Report each line of the records below that holds the word "canvas".

━━━━━━━━━━━━━━━━

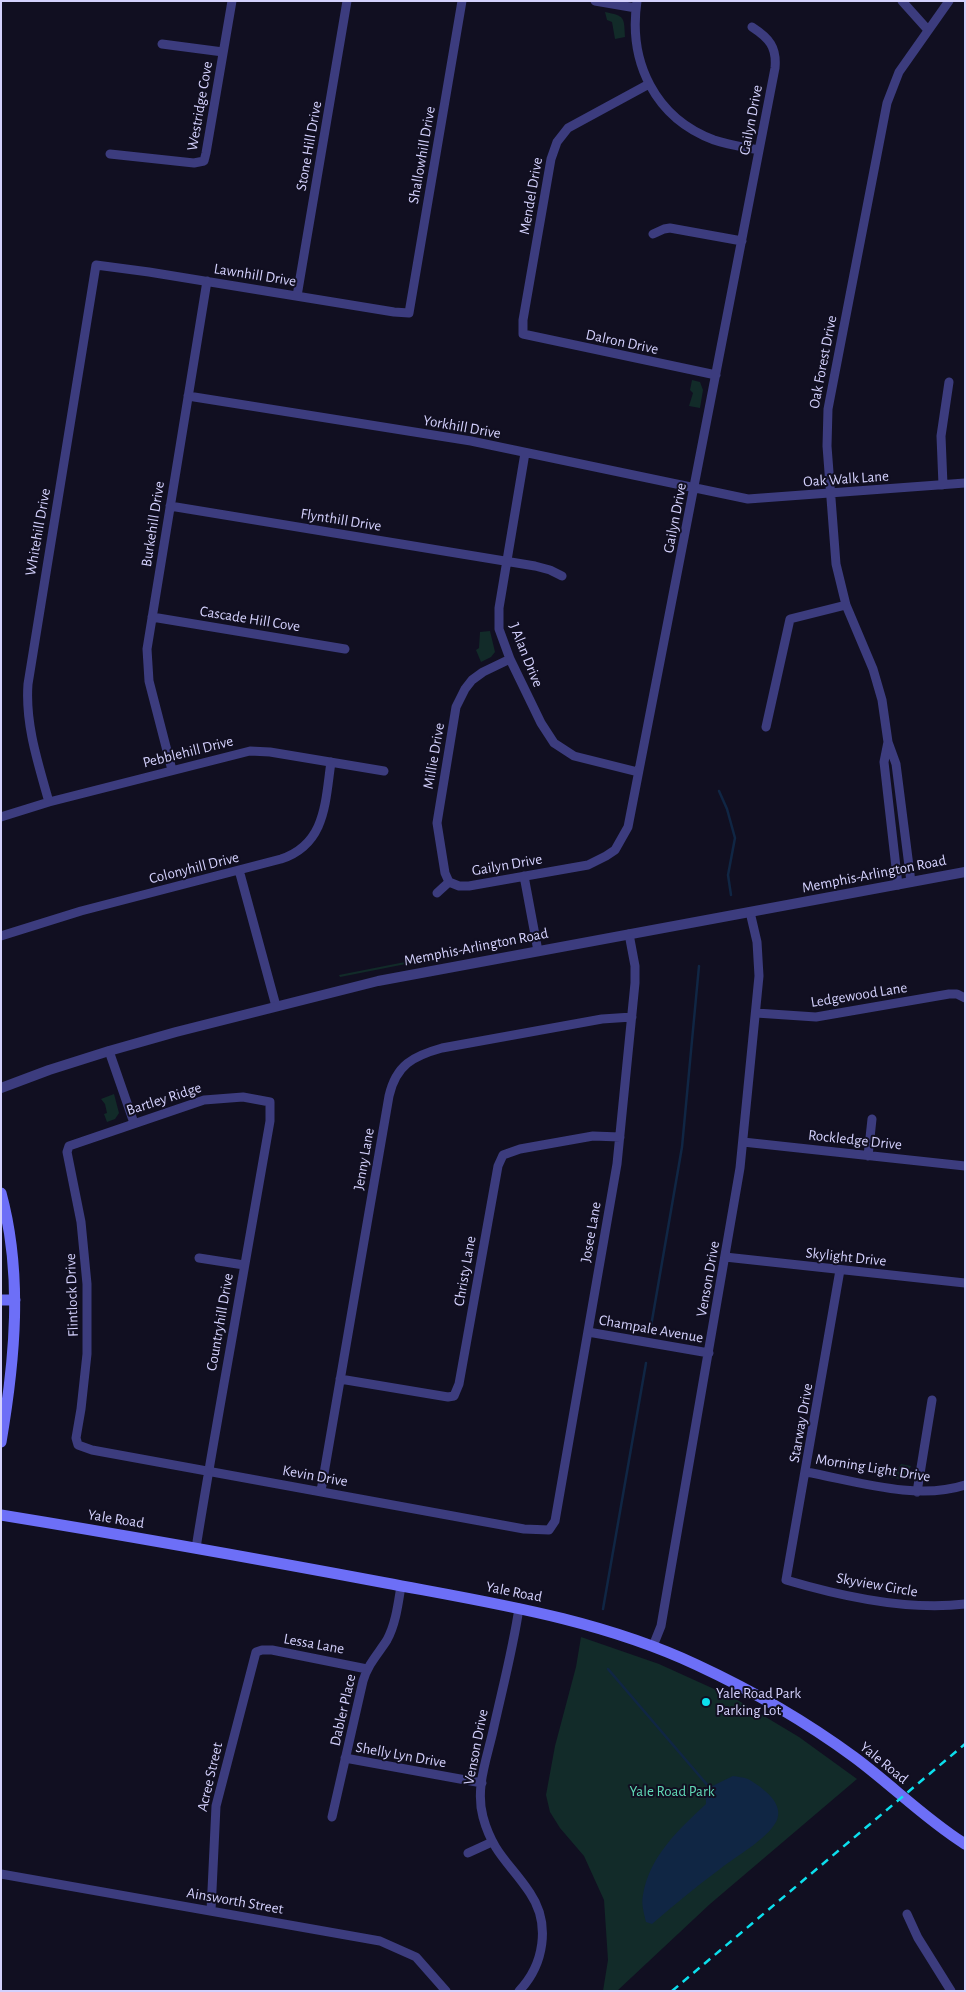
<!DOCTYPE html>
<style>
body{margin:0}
#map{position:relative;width:966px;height:1992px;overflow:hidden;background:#110f21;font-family:"Alegreya Sans",sans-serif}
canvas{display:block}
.frame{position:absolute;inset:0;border:2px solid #d4d1fd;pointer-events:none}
</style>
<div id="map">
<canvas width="966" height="1992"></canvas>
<div class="frame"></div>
</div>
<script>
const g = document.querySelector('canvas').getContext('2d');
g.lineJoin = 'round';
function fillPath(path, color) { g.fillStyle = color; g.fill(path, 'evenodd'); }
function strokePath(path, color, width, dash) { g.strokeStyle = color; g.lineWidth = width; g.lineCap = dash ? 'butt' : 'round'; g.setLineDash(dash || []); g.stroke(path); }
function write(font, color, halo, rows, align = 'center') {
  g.font = font + ' "Alegreya Sans",sans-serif'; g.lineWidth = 4; g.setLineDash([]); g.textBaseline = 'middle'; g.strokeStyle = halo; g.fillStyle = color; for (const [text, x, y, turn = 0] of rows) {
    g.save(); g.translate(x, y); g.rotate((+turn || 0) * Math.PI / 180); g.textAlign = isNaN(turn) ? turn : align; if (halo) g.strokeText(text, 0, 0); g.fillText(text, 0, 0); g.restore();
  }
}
fillPath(new Path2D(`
 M605 12C625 16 624 17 625 37L615 39 612 22 607 20Z
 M692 380 700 382 703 390 700 408 689 406 693 393 690 390Z
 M490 631 495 652 491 657 481 662 476 650 479 648 480 632Z
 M520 936 521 937 512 943 340 977 339 975 512 941Z
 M114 1094 119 1113 115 1119 107 1122 104 1114 107 1113 105 1104 101 1099Z
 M901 1464 911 1466 906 1477 900 1479 884 1476 885 1467 898 1469Z
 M581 1637 659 1664 734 1698 799 1737 857 1779 710 1904 617 1991H603L608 1960 604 1900 584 1856 560 1828 550 1812 546 1795 555 1746 576 1667Z`), '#122b29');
fillPath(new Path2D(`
 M733 1776C738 1777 743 1777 748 1779 762 1787 786 1804 776 1822 766 1840 736 1856 720 1869 697 1886 674 1905 652 1924L646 1922C644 1913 641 1904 643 1895 649 1857 679 1829 706 1804V1797L704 1790Z`), '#102644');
strokePath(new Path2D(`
 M719 791 727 809 735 838 728 875 731 895
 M650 1332 682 1147 699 966
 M603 1609 646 1363
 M608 1669 709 1787`), '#102644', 2.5);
strokePath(new Path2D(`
 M595 1 636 8
 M637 1C628 62 655 118 714 140 729 145 744 147 759 150
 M902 1 928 30
 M162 44 223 52
 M649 84 568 128 557 142 551 159 523 320V334L716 375
 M110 154 194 163 204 161 206 153 232 1
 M653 234 664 229 670 228 742 241
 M297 296 347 1
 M188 396 471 441 748 499 965 483
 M525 453 499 608V629L510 659 541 723 554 743 574 756 638 772
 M943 485 941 436 949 382
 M170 506 535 566 550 570 562 576
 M152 617 345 649
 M766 727 790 619 846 605
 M888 742 884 762 898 885
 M172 770 149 681 147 649 207 281
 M49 802C38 763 25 724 28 684L96 265 149 272 394 312 409 313 462 1
 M1 817 49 802 250 751 270 752 384 771
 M239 870 276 1006
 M524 876 538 951
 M449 882 459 886H469L588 865 606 856 615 850 628 827 775 68C777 47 769 38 752 27
 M449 882 445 873 437 823 456 707 465 689 472 680 483 672 510 659
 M911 882 896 764 888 742 882 700 873 669 846 605 836 564 827 446 828 409 887 103 899 72 949 1
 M437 893 449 882
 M1 936 81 911 281 859C326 844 325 803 331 762
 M756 1013 816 1017 949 994H957L965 998
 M109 1051 134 1123
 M743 1142 965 1166
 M868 1156 872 1119
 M725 1257 965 1283
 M199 1258 244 1265
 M840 1270 786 1580C840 1596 909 1611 965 1604
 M588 1332 709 1353
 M340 1379 448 1397 454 1396 459 1384 498 1166 503 1155 520 1149 593 1136 620 1137
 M806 1472C856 1481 916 1501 965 1485
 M321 1491 389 1096C396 1065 413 1056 442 1048L602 1019 632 1017
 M917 1492 932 1400
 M196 1548C207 1479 219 1412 231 1344L270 1121V1102L243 1097 204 1100 69 1146 67 1152 81 1222 87 1284V1354L81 1409 76 1438 78 1445 92 1450 524 1529 549 1530 555 1521 617 1164 635 983V966L629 934
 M653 1646 661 1626 740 1168 759 976 757 942 750 912
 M345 1758 482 1783
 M332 1817 363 1681C368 1664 378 1654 387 1640 396 1623 398 1604 401 1586
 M468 1853 492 1842
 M1 1874 380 1941 416 1957 446 1991
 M211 1911 216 1806 256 1652 262 1650H272L367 1669
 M907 1914 918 1938 951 1991
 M519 1991C544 1965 551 1924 530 1893 511 1864 493 1854 483 1817 475 1788 487 1758 493 1731 502 1690 513 1649 519 1608`), '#3c3c7e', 9);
strokePath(new Path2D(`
 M1 1088 49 1070 109 1051 176 1032 378 981 965 872`), '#3c3c7e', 10);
strokePath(new Path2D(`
 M1 1193C23 1274 15 1360 1 1442
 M1 1300H15
 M1 1515C130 1536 258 1559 386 1583 492 1603 599 1619 697 1665 753 1691 805 1721 854 1757 892 1785 925 1819 965 1844`), '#6d6ff7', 11);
strokePath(new Path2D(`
 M672 1991 965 1744`), '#0cdfed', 2.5, [8, 6]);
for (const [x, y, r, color] of [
 [706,1702,5,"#0cdfed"]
]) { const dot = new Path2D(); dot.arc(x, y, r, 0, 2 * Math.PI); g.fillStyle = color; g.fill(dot); strokePath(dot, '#110f21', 2); }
write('15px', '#d4d1fd', '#110f21', [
 ["Westridge Cove",200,106,-80],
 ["Gailyn Drive",751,120,-79],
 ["Stone Hill Drive",309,146,-80],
 ["Shallowhill Drive",422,155,-80],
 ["Mendel Drive",531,196,-80],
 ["Lawnhill Drive",255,275,9],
 ["Dalron Drive",622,342,12],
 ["Oak Forest Drive",823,362,-79],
 ["Yorkhill Drive",462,427,10],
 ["Oak Walk Lane",846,479,-4],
 ["Gailyn Drive",675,518,-79],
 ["Flynthill Drive",341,520,9],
 ["Burkehill Drive",153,524,-81],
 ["Whitehill Drive",38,532,-80],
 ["Cascade Hill Cove",250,619,9],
 ["J Alan Drive",526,655,68],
 ["Pebblehill Drive",188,752,-14],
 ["Millie Drive",434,756,-80],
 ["Gailyn Drive",507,865,-10],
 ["Colonyhill Drive",194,868,-14],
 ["Memphis-Arlington Road",874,874,-11],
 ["Memphis-Arlington Road",476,947,-11],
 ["Ledgewood Lane",859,995,-9],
 ["Bartley Ridge",164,1099,-18],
 ["Rockledge Drive",855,1140,6],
 ["Jenny Lane",364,1159,-80],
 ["Josee Lane",591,1232,-80],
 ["Skylight Drive",846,1257,6],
 ["Christy Lane",465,1271,-80],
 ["Venson Drive",708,1279,-80],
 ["Flintlock Drive",72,1295,-92],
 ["Countryhill Drive",220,1322,-80],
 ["Champale Avenue",651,1329,10],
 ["Starway Drive",801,1423,-80],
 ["Morning Light Drive",873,1468,9],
 ["Kevin Drive",315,1476,10],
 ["Yale Road",116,1519,9],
 ["Skyview Circle",877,1585,10],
 ["Yale Road",514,1592,11],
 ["Lessa Lane",314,1644,10],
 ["Dabler Place",343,1710,-77],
 ["Venson Drive",476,1747,-79],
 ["Shelly Lyn Drive",401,1755,10],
 ["Yale Road",884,1763,39],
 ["Acree Street",210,1777,-77],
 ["Ainsworth Street",235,1901,10]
]);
write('15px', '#d4d1fd', '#110f21', [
 ["Yale Road Park",716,1693],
 ["Parking Lot",716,1710]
], 'left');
write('15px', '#61d9b6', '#110f21', [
 ["Yale Road Park",672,1791]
]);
</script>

━━━━━━━━━━━━━━━━

Response box:
canvas{display:block}
<canvas width="966" height="1992"></canvas>
const g = document.querySelector('canvas').getContext('2d');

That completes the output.